Несмотря на то что Петербург требовал неуклонного выполнения рекрутской квоты, губернская администрация не одобряла жестокостей по отношению к местному еврейскому населению. На местах было всего очевидней, какой убыток хозяйству приносят рекрутские наборы. Пример тому — разногласия сборщиков и высшей администрации в Подольской губернии. Когда в некоторых местечках евреи попрятали детей, чтобы не отдавать их в армию, действующий заодно со сборщиками подполковник Тимковский приказал заковать стариков, отцов семейств, в кандалы и сдать без зачета. Тут же откуда ни возьмись появилось более семидесяти детей, числившихся в недоимках и готовых для сдачи в батальоны кантонистов. Окрыленный успехом, Тимковский, уставший от нерадивости губернской администрации и, как он выражался, «еврейских козней», просил графа Бибикова позволить ему эту меру — забирать стариков-евреев за недоимочных детей-рекрутов. Бибиков послал запросы другим чиновникам и обнаружил, что барон Корф, в точности выполняя букву рекрутского устава, вообще освободил всех евреев, обучавшихся на фабриках, от рекрутского набора. А генерал-майор Радищев выступал против применения к евреям такой жесткой меры, как бритье лба главам семейств, понимая, что мера грозит полным разорением еврейских обществ. Запугивание «сдам в рекруты без зачета!», санкционированное уставом 1827 г. в качестве острастки уклоняющимся и их укрывателям, осталось надолго, но Бибиков не счел возможным узаконить эту меру устрашения в подвластных ему губерниях{138}.
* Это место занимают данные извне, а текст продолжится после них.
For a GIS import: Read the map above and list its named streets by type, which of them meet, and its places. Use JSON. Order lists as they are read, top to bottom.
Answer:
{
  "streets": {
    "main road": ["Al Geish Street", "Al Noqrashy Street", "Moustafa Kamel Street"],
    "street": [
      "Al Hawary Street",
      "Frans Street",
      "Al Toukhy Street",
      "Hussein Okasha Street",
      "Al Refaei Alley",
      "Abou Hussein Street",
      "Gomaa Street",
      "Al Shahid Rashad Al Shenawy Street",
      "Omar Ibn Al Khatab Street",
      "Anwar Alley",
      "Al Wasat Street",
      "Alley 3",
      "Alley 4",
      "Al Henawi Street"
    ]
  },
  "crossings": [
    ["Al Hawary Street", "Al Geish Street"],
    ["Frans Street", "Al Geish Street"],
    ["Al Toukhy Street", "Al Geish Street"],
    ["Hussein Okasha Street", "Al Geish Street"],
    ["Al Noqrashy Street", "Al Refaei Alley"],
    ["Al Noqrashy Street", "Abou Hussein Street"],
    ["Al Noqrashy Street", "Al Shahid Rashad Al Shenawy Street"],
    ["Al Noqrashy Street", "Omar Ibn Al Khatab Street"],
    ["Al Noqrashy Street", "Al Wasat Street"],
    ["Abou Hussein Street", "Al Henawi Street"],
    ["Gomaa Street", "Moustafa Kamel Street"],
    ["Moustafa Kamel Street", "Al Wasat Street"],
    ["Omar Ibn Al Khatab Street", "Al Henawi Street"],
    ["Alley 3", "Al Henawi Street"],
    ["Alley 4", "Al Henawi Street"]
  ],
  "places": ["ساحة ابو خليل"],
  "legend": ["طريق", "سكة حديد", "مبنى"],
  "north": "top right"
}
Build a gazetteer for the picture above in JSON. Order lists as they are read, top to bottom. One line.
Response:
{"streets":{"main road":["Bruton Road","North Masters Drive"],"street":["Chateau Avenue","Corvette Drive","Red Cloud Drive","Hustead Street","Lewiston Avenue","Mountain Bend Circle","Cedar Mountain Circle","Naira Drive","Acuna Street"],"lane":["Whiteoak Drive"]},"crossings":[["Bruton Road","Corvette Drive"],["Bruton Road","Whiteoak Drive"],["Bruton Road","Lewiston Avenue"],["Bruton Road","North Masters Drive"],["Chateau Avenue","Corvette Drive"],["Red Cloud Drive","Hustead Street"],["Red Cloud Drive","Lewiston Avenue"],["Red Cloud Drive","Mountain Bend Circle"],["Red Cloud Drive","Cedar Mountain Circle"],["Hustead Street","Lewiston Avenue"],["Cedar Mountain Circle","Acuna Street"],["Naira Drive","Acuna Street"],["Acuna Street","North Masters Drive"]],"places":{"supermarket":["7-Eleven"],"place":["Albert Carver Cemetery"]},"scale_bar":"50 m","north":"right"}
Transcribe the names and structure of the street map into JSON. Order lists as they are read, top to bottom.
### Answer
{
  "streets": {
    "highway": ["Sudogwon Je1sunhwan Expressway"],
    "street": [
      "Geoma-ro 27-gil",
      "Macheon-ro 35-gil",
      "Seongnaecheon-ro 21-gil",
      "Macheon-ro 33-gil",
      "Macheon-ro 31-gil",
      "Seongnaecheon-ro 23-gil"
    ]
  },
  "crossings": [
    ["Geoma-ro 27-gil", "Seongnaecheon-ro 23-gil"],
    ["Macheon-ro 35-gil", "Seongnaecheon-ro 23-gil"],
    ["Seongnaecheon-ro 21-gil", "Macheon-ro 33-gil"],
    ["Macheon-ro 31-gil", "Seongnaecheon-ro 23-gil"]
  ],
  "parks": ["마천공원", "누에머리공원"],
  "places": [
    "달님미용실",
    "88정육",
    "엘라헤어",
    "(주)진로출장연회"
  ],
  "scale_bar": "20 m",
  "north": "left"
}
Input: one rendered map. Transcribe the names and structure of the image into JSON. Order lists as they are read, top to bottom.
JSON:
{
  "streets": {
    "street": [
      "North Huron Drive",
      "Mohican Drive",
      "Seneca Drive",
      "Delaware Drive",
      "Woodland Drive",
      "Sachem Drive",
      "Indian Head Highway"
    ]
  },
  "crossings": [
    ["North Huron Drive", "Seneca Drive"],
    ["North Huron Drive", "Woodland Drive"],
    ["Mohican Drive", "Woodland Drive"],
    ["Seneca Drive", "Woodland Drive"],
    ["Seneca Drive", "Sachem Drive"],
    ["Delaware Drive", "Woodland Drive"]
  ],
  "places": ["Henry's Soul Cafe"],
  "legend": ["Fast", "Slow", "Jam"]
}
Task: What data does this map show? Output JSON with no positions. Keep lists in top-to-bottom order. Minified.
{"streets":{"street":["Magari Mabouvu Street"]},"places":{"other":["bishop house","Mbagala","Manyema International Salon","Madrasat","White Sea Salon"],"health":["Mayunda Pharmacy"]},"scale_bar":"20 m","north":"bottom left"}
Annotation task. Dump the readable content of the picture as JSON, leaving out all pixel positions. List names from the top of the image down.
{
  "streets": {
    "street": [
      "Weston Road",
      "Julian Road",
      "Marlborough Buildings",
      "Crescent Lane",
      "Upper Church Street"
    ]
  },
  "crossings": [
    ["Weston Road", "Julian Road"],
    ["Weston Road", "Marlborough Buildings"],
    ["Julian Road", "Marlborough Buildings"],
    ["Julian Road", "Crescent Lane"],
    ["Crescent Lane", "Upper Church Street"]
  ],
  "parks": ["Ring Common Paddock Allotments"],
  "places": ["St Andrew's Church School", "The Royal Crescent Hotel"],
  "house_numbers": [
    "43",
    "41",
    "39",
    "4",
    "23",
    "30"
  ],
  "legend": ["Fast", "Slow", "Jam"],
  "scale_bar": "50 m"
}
Страх рекрутчины питал внутриобщинную злобу и подозрительность, а иногда достигал масштабов, доселе в еврейской общинной среде не виданных. Известны два случая, когда составление призывных списков приводило к убийствам. Нашумевшее Ушицкое дело началось с того, что был убит доносчик, писавший жалобы в государственную администрацию на самоуправство старост; по этому делу кроме 80 осужденных впоследствии проходил и был временно заключен в тюрьму хасидский цадик Израиль из Ружина, обвиненный в том, что он якобы дал псак (р’sak, раввинистическое разрешение) расправиться с доносчиками{139}. В Заславском деле подозрение пало на жителей города Заславля: их обвинили в том, что они якобы утопили кагального — тот включил хасидов в списки первоочередных рекрутов{140}. Ни в том, ни в другом случае при самом тщательном расследовании обстоятельств дела вина хасидов не была доказана, но страх и мстительность, доводившая порой евреев до таких жестоких мер, как доносительство на всю общину и преднамеренное убийство, лишний раз свидетельствуют о разлагающем влиянии рекрутчины на еврейские общества.